December 1968 'On the Cover'

Here we are 'wrapping up' another year of covers from American chess magazines 50 years ago. Last year, in December 1967 'On the Cover' (OTC; CR featuring 'Manhattan Chess Club President Jacques Coe'), we were spared the funky green cover seen in December 1966 OTC -- not to mention previous Decembers -- but this year the tradition returns.

Left: 'Bent Larsen Interviewed' (Drawing by Bob Brandreth)
Right: 'Merry Christmas ... to the World of Chess'

Chess Life

The year 1968 was the year of Bent Larsen. Two months ago, in October 1968 OTC, he was featured on both covers, and this month he returns. I've already excerpted a big chunk of the interview ('The Larsen Opinion : An Interview with Bent Larsen' by Ben Crane) in a post on my World Chess Championship blog, An Organization of Amateurs (April 2017). Here I'll add the introduction.

Crane: You have recently become a "chess professional." Most masters, however, have found that they need another line of work to supplement their income. What factors led you to this decision?

Larsen: I don't know whether you can say I've become a chess professional recently. I have made a living as a chess player since I left high school when I was seventeen. But it was only about four or five years ago that it became a real profession, because before that I was just living as a modest student. It has not been a decision that I have taken suddenly, I just drifted into it. Now it appears that is very possible in Denmark to make a living from chess playing, chess writing, and sometimes on radio and TV. Of course it is better when you are winning money prizes than when you don't do well, but I think theoretically it would be possible for me to make a living as a chess player without playing at all -- just writing, giving exhibitions, and so on.

Chess Review

After the green cover, there was little inside CR about Christmas. The 'Announce the Mate!' puzzle page had a Christmas-y title to a non-Christmas-y poem.

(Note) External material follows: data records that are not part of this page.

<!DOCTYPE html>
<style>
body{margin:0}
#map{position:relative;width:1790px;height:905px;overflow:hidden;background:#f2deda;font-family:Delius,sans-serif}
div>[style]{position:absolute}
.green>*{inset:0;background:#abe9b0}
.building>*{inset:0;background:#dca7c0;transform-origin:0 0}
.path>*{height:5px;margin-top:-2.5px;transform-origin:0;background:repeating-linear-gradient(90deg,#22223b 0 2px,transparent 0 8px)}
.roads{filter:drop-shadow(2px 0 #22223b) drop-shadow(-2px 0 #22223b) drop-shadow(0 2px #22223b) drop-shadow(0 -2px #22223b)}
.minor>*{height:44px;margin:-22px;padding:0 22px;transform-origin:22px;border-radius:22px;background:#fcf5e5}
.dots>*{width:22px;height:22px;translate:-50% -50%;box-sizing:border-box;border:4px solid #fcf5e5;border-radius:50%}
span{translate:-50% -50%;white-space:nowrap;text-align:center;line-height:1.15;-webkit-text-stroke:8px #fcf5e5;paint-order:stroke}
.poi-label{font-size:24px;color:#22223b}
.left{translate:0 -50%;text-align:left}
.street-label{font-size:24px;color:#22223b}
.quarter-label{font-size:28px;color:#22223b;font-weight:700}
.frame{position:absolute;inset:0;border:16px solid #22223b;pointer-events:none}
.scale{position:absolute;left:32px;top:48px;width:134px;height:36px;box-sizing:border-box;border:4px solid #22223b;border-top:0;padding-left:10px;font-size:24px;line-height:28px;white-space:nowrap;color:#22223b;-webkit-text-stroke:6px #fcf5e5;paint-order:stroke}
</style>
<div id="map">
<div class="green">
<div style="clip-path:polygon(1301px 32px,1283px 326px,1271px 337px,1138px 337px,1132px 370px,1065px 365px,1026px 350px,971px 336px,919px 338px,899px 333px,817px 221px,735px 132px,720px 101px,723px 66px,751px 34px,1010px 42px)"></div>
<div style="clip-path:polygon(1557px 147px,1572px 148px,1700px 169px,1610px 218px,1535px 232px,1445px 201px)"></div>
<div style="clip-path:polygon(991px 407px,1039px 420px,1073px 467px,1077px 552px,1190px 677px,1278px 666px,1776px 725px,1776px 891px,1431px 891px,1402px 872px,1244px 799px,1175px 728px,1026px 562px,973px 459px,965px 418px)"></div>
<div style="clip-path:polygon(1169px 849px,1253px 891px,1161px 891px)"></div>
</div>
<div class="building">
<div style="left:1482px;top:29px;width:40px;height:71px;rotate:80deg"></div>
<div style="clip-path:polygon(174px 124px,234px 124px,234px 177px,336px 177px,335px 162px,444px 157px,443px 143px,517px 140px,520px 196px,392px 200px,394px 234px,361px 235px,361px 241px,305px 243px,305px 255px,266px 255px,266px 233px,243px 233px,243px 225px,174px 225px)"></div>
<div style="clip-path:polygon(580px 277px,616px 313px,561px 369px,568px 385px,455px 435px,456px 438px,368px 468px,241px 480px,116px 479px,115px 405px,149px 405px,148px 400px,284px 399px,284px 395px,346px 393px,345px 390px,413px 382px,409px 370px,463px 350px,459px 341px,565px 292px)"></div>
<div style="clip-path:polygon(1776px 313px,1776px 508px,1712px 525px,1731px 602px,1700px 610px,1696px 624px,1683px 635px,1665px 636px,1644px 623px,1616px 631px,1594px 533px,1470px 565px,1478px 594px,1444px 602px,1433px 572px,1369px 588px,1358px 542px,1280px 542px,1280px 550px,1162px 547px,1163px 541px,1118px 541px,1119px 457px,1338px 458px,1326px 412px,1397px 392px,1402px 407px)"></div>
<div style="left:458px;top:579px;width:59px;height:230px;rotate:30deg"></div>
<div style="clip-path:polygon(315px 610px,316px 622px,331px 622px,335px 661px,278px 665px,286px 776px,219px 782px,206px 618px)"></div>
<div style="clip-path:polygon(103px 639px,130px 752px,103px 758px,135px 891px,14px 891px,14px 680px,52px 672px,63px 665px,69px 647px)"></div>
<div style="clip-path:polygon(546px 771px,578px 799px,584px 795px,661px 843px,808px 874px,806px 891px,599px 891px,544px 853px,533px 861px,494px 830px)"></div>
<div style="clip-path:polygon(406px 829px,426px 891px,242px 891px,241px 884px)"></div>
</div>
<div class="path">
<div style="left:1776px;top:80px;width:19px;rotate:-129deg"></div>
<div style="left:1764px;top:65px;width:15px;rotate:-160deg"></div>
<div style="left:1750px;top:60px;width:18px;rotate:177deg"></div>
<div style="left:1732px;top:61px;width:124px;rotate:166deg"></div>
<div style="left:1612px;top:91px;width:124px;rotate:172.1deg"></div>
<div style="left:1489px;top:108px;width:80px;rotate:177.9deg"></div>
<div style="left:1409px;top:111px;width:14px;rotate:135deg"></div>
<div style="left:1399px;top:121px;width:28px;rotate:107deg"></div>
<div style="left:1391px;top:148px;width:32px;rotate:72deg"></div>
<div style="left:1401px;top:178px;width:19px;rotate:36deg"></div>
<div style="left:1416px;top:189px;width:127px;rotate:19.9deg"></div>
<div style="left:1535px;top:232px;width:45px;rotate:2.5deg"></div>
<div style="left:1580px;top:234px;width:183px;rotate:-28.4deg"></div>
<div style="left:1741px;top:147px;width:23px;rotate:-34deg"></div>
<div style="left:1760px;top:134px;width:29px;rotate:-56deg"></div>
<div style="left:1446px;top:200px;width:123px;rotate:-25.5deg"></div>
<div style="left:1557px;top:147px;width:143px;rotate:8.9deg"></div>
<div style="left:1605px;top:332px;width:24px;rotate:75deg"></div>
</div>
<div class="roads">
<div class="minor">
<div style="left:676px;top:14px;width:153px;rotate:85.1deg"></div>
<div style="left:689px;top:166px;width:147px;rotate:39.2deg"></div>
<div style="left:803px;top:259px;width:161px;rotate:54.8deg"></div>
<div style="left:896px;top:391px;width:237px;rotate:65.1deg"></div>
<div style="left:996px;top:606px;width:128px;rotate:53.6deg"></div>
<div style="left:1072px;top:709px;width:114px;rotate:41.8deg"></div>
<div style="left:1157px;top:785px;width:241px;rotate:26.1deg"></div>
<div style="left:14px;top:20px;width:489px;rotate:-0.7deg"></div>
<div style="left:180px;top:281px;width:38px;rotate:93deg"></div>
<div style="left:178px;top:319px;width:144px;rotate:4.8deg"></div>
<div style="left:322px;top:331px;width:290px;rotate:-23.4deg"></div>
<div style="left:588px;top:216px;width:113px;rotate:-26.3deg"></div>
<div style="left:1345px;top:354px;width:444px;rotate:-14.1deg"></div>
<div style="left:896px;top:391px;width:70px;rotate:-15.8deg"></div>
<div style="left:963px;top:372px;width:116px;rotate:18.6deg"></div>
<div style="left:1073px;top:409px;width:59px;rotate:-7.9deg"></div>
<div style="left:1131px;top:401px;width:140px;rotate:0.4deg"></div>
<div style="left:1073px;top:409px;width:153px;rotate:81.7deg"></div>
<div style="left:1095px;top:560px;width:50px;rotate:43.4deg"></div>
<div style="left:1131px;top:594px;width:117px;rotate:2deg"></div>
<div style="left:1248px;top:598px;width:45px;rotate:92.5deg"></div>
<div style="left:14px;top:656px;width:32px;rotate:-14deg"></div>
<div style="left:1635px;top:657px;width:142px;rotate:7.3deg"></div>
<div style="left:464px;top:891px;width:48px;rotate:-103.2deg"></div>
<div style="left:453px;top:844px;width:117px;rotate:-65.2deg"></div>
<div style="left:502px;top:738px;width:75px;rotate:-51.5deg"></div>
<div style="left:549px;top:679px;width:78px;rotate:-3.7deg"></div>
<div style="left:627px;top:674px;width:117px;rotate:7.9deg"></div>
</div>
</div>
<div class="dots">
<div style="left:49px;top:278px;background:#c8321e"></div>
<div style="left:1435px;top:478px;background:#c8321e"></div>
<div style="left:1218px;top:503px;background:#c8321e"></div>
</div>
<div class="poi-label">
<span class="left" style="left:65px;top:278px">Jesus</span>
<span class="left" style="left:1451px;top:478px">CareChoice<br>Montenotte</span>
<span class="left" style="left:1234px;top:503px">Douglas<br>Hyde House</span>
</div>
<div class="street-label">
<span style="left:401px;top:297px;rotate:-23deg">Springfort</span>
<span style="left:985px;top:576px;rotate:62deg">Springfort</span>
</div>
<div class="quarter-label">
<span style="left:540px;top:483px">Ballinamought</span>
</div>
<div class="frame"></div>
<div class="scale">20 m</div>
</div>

The outlook is not brilliant for your chessic foes today.
The score stands 0-0, but they really have no play.
So on the gloomy cross-board foe glum melancholy sits
As it seems but little like you'll miss on any hits.
Your move precedes their turn and calls on you to mate.
So smite them hip and thigh to send 'em to their fate.
And rack up a good score on the old sockdolager slate.

Poems of a similar style introduced each of the ten puzzles on the page.